■ What the task requires:
Only the number is needed: the count of lines in the records with the word "font".

Data supplied: Begin

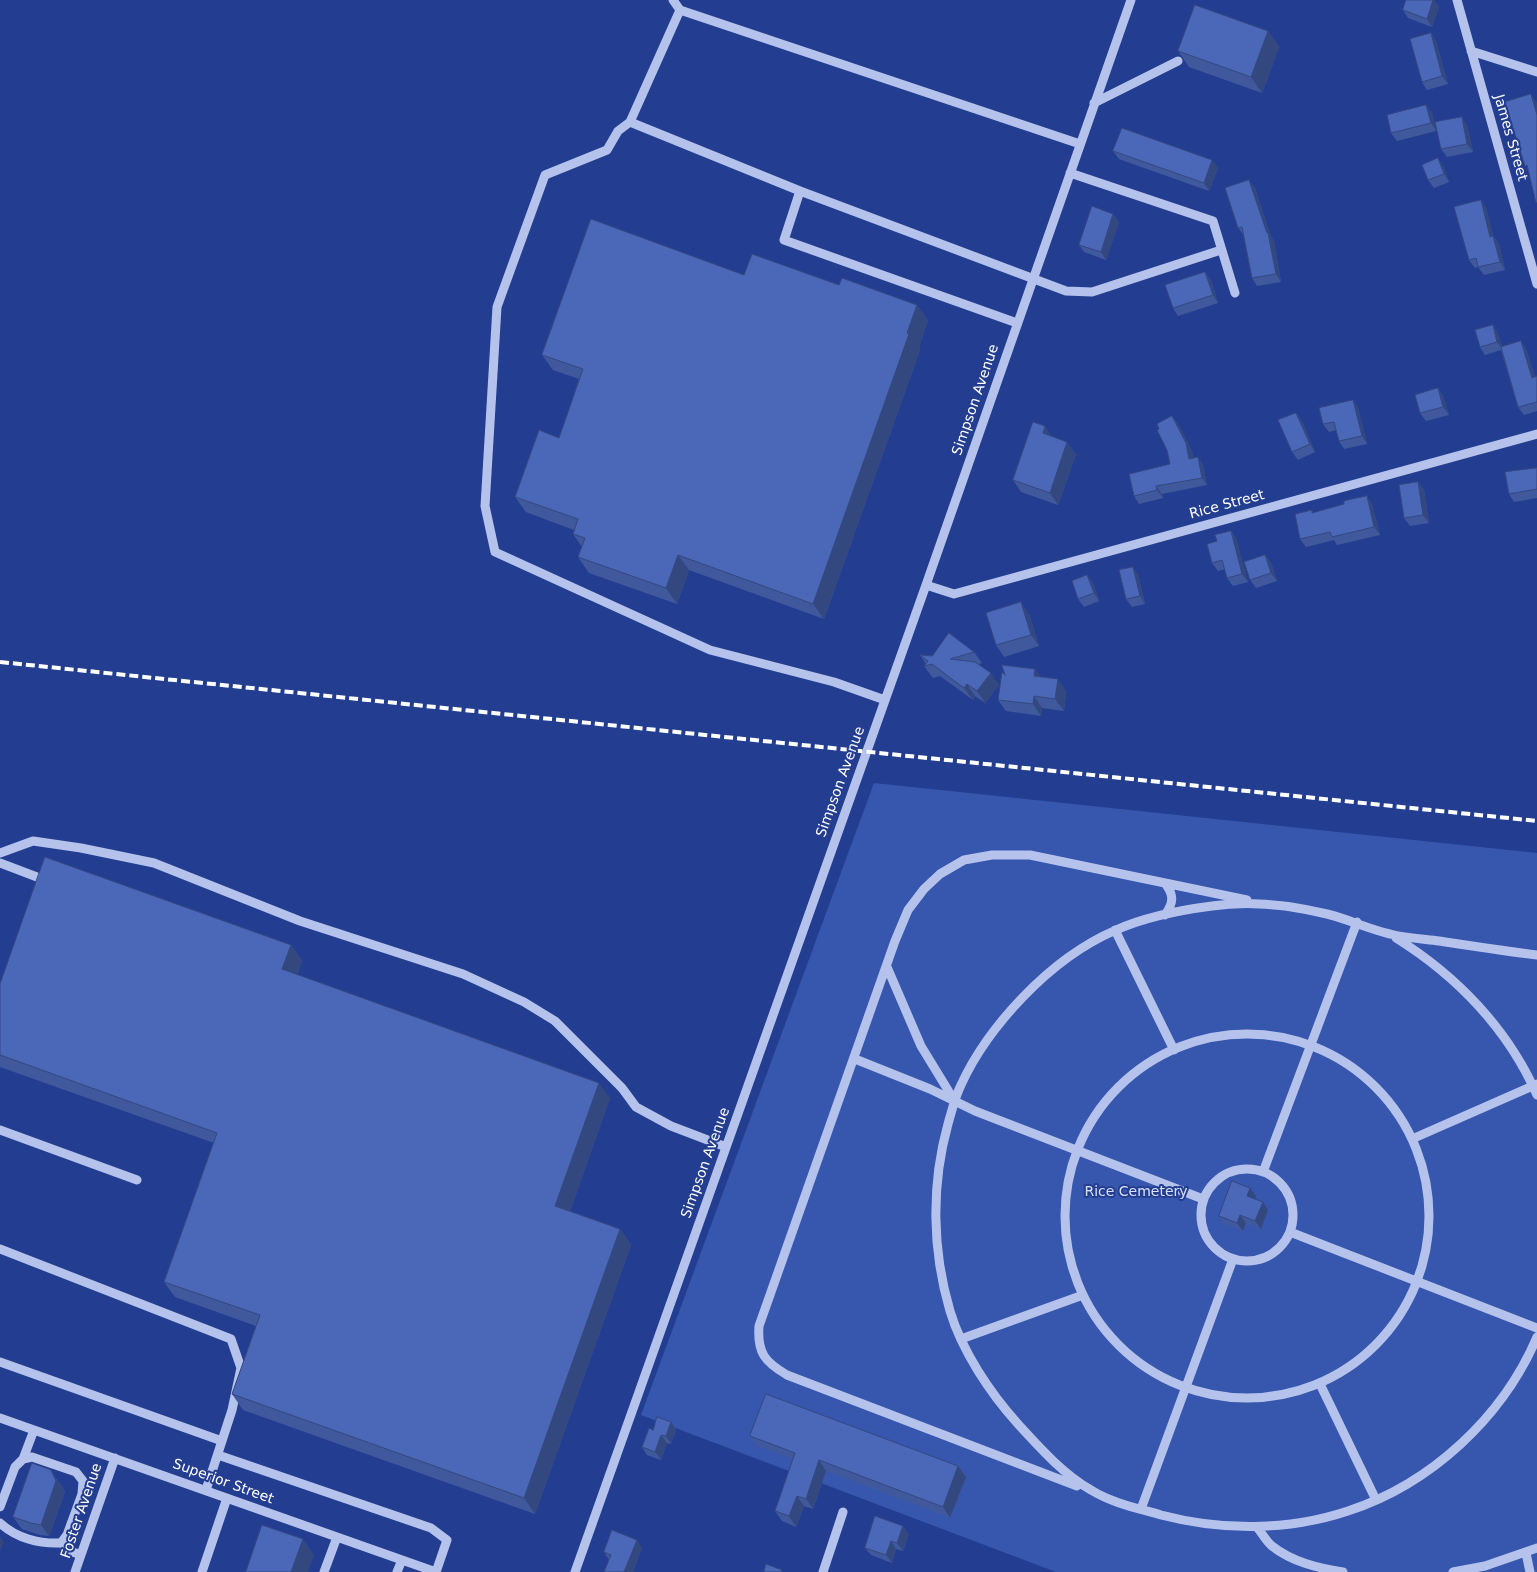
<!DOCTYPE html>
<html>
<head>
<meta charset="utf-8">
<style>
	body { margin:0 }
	canvas { display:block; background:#233e91 }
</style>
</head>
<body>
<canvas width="1537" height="1572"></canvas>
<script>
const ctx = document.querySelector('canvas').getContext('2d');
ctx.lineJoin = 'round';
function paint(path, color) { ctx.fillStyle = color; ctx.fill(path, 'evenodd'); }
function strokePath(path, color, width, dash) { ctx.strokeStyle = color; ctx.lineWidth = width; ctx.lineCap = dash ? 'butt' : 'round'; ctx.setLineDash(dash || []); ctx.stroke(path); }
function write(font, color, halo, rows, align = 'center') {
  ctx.font = font + ' "DejaVu Sans",sans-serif'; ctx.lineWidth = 4; ctx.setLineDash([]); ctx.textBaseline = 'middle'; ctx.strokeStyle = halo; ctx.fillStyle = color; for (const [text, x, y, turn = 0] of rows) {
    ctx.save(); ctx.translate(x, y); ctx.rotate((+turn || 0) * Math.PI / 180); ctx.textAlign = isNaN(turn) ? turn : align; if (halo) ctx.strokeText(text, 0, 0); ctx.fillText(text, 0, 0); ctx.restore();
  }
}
paint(new Path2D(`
	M874,783L1537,853V1572H1056L641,1415Z`), '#3756ae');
strokePath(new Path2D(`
	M673,0L680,10
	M1457,0L1537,284
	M1471,51L1537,72
	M1094,103L1178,61
	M630,122L618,131L607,150L545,175L497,307L485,506L495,552L710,650L834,682L885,700
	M1070,173L1213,221L1235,293
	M800,191L1066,291L1092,292L1221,250
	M1017,323L784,240L800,191L630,122L680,10L1080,144
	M926,585L954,594L1537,434
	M0,853L33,841L81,848L154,863L300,921L463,974L524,1002L555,1021L622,1088L636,1107L671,1126L726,1147
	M0,863L37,877
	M1165,883C1174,895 1174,902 1165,915
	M1115,930L1174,1050
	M1396,938C1457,976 1508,1029 1537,1095
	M1537,955C1504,951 1472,946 1439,941C1423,939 1405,938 1390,934C1368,929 1348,919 1327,914C1290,905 1250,900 1212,906C1181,910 1145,917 1116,930C1081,945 1049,970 1023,997C998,1023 976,1052 961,1085C955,1097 952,1110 948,1124C931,1185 932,1250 950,1311C962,1351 990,1393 1018,1424C1040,1448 1063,1474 1091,1490C1112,1503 1137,1508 1161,1515C1222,1531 1288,1531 1348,1511C1431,1484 1503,1417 1537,1337
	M887,967L921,1046L954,1100
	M1065 1216a182 182 0 1 1 364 0a182 182 0 1 1-364 0Z
	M855,1059L930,1089L975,1111L1203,1199
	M0,1130L137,1180
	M1412,1139L1537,1084
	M1201 1215a46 46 0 1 1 92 0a46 46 0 1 1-92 0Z
	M1263,1172L1357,922
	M1290,1232L1537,1328
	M0,1249L231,1339L241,1368L232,1410L206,1490
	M961,1339L1083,1295
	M0,1362L222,1441
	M1320,1384L1376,1500
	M0,1418L436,1572
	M218,1455L431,1528L447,1540L436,1572
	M23,1459L34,1430
	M1077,1486L787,1375C765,1362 757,1353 759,1326L895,941L908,910L924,889L940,874L964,860L992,855H1030L1247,900
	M0,1507L15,1467L23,1459L32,1457L76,1472L83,1481L82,1494L67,1535L61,1543C39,1544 16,1538 0,1523
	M1141,1509L1233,1259
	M1257,1527C1262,1533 1266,1541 1272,1546C1292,1562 1318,1568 1343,1572
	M61,1543L70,1551L81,1555
	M1526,1553L1530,1572
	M75,1572L115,1458
	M202,1572L227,1498
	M324,1572L337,1537
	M397,1572L402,1560
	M575,1572L926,585L1131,0
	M823,1572L843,1512
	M1453,1572L1485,1566L1537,1548`), '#b5c3ec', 9);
strokePath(new Path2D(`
	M0,662L1537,821`), '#fff', 4, [9, 4]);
paint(new Path2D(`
	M1406,0H1434L1439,7L1432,27L1408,18L1403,10Z
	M1268,31L1279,47L1262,93L1189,67L1178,51Z
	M1431,33L1436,41L1448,84L1427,90L1422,82Z
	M1432,113L1436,131L1397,141L1391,133Z
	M1467,125L1473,152L1447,157L1441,149Z
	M1113,151L1218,168L1209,191L1119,159Z
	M1443,166L1449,182L1434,188L1428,180Z
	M1255,188L1271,237L1274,241L1281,282L1257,286L1252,278L1243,234L1238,228Z
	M1481,200L1486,208L1493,236L1499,244L1505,270L1484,275L1478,267L1475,268L1469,260Z
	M1119,222L1106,260L1084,252L1079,245Z
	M1205,272L1211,280L1218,303L1178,316L1173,308Z
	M744,275L928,320L919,347L920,350L824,619L689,570L677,604L589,573L578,557L582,547L573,534L574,530L526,512L515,497L559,438L579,379L553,370L542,355Z
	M1498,333L1502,347L1521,341L1526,349L1535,377L1537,376V411L1524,415L1518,407L1501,350L1485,355L1480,347Z
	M1438,388L1443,396L1449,415L1426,421L1420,413Z
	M1353,400L1358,408L1367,444L1344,449L1339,441L1336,430L1329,432L1323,424Z
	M1296,413L1302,421L1315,452L1298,460L1292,452Z
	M1172,416L1178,424L1192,451L1193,458L1198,457L1203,465L1207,485L1162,494L1163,498L1139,504L1134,496L1170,464L1167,450L1159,429Z
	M1052,436L1076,454L1058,505L1021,492L1013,480Z
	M1537,468V498L1514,502L1509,494Z
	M1418,482L1424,490L1429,523L1410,526L1404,518Z
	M1372,504L1380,535L1337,545L1334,540L1306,547L1300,539L1312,510L1313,513Z
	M1231,531L1236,539L1248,582L1233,586L1227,578L1225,569L1218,571L1212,563L1217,541Z
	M1265,555L1271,563L1277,581L1256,588L1250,580Z
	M1138,574L1145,604L1132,607L1126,599Z
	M1087,575L1093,583L1099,601L1084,607L1078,599Z
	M1029,614L1039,646L1004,657L996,645Z
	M974,652L982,663L979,664L999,685L985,703L975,696L973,700L940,676L933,678L924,666L926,664L920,655L932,656Z
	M1005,675L1041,677L1066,691L1064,711L1042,708L1041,716L1006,711L998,700Z
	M291,945L302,961L297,975L610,1098L570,1211L620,1229L631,1245L535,1514L243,1410L232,1394L256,1326L175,1297L164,1282L214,1143L0,1067V984Z
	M1256,1196L1254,1199L1268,1210L1261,1229L1246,1223L1243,1231L1224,1224L1219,1216Z
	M671,1422L676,1430L671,1444L667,1443L661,1460L647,1455L642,1447L653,1430Z
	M750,1436L958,1466L966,1477L950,1518L826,1471L813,1509L804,1506L796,1527L782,1521L775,1511L793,1459L757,1446Z
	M59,1482L65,1492L49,1536L40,1535L22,1529L13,1517Z
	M909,1534L903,1551L896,1549L892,1563L871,1555L865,1548Z
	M642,1548L633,1572H604L609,1560L604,1552Z`), '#40599d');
paint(new Path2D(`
	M1433,0H1434L1439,7L1432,27L1427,19Z
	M1268,31L1279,47L1262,93L1251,77Z
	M1431,33L1436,41L1448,84L1442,76Z
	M1531,94L1537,103V115Z
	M1426,105L1432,113L1436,131L1431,123Z
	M1462,117L1467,125L1473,152L1467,144Z
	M1438,158L1443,166L1449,182L1444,174Z
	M1212,160L1218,168L1209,191L1204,183Z
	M1249,180L1255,188L1271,237L1274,241L1281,282L1276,274L1267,233Z
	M1481,200L1486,208L1495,245L1490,237Z
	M1113,214L1119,222L1106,260L1101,252Z
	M1493,236L1499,244L1505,270L1500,262Z
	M1205,272L1211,280L1218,303L1213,295Z
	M917,305L928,320L919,347L920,350L824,619L813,604Z
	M1493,325L1498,333L1503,350L1497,342Z
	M1521,341L1526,349L1537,383L1532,378Z
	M1438,388L1443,396L1449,415L1443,407Z
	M1353,400L1358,408L1367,444L1362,436Z
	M1296,413L1302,421L1315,452L1310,444Z
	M1172,416L1178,424L1192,451L1195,467L1189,459Z
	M1045,426L1053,438L1043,433Z
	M1067,442L1076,454L1058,505L1050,493Z
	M1198,457L1203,465L1207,485L1202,478Z
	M1418,482L1424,490L1429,523L1423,515Z
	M1156,486L1162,494L1163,498L1157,490Z
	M1367,496L1372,504L1380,535L1374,527Z
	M1231,531L1236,539L1248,582L1242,574Z
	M678,555L689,570L677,604L666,588Z
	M1265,555L1271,563L1277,581L1271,573Z
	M1133,567L1138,574L1145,604L1140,596Z
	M1087,575L1093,583L1099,601L1094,593Z
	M1021,602L1029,614L1039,646L1031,635Z
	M1035,669L1044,681L1034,676Z
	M991,673L999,685L985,703L977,691Z
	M1058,679L1066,691L1064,711L1055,699Z
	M967,684L975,696L973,700L964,688Z
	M1034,696L1042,708L1041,716L1033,704Z
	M291,945L302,961L293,985L282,969Z
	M599,1083L610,1098L566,1222L555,1206Z
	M1250,1188L1256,1196L1253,1204L1247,1196Z
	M1263,1202L1268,1210L1261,1229L1255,1221Z
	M1240,1215L1246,1223L1243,1231L1237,1223Z
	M620,1229L631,1245L535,1514L524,1498Z
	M671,1422L676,1430L671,1444L666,1436Z
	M661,1435L667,1443L661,1460L655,1452Z
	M819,1460L826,1471L813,1509L806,1499Z
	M958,1466L966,1477L950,1518L943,1507Z
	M51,1470L59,1482L65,1492L49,1536L41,1525Z
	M797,1496L804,1506L796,1527L789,1516Z
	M903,1526L909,1534L903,1551L897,1543Z
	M0,1537L4,1542L0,1551Z
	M303,1539L314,1555L308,1572H291Z
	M637,1540L642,1548L633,1572H624Z
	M891,1541L896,1549L892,1563L886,1555Z`), '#344880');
const building = new Path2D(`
	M1406,0H1433L1427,19L1403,10Z
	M1195,5L1268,31L1251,77L1178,51Z
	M1431,33L1442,76L1422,82L1410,39Z
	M1531,94L1537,115V202L1536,203L1527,165L1525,166L1505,102Z
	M1426,105L1431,123L1391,133L1387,115Z
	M1462,117L1467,144L1441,149L1435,122Z
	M1122,128L1212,160L1204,183L1113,151Z
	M1438,158L1444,174L1428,180L1422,165Z
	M1249,180L1267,233H1268L1276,274L1252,278L1242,227L1238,228L1225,188Z
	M1481,200L1490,237L1493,236L1500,262L1478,267L1476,258L1469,260L1454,207Z
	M1092,206L1113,214L1101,252L1079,245Z
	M591,219L744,275L752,254L839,285L842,278L917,305L907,333L909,334L813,604L678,555L666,588L578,557L585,538L573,534L578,519L515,497L539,430L559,438L583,369L542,355Z
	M1205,272L1213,295L1173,308L1165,285Z
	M1493,325L1497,342L1480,347L1475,330Z
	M1521,341L1532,378L1537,376V402L1518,407L1501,347Z
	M1438,388L1443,407L1420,413L1415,395Z
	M1353,400L1362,436L1339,441L1334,422L1323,424L1319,408Z
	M1296,413L1310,444L1292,452L1278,420Z
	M1172,416L1186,443L1189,459L1198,457L1202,478L1156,486L1157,490L1134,496L1129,474L1170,464L1167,450L1157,430L1159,429L1157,424Z
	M1033,422L1045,426L1043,433L1067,442L1050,493L1013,480Z
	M1537,468V489L1509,494L1505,472Z
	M1418,482L1423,515L1404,518L1399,485Z
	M1367,496L1374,527L1332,537L1330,532L1300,539L1295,514L1312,510V513L1344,504V501Z
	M1231,531L1242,574L1227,578L1222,560L1212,563L1207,544L1217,541L1215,535Z
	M1265,555L1271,573L1250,580L1244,562Z
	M1133,567L1140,596L1126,599L1119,570Z
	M1087,575L1094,593L1078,599L1072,581Z
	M1021,602L1031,635L996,645L986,613Z
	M949,633L974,652L950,659L975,662L991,673L977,691L967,684L964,688L932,664L924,666L928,661L920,655L932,656Z
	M1002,665L1035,669L1034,676L1058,679L1055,699L1034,696L1033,704L998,700L1002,672L1005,675Z
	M45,857L291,945L282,969L599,1083L555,1206L620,1229L524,1498L232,1394L260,1315L164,1282L217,1133L0,1055V984Z
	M1232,1181L1250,1188L1247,1196L1263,1202L1255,1221L1240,1215L1237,1223L1219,1216Z
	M766,1394L958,1466L943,1507L819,1460L806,1499L797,1496L789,1516L775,1511L795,1453L750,1436Z
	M657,1417L671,1422L666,1436L661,1435L655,1452L642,1447L649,1428L653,1430Z
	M32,1463L51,1470L56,1481L41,1525L31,1523L13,1517Z
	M875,1516L903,1526L897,1543L891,1541L886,1555L865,1548Z
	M262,1525L303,1539L291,1572H246Z
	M612,1530L637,1540L624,1572H604L611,1555L604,1552Z
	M766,1564L782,1570L781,1572H764Z`);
paint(building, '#4b67b7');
strokePath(building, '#344880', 1);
write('14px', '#fff', '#233e91', [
	["James Street",1510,138,74],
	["Simpson Avenue",976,400,-71],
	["Rice Street",1227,505,-15],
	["Simpson Avenue",841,782,-70],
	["Simpson Avenue",706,1163,-70],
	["Superior Street",223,1482,20],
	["Foster Avenue",82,1511,-71]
]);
write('14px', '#dae2f9', '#233e91', [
	["Rice Cemetery",1136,1192]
]);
</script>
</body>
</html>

Data supplied: End

■ Written response:
2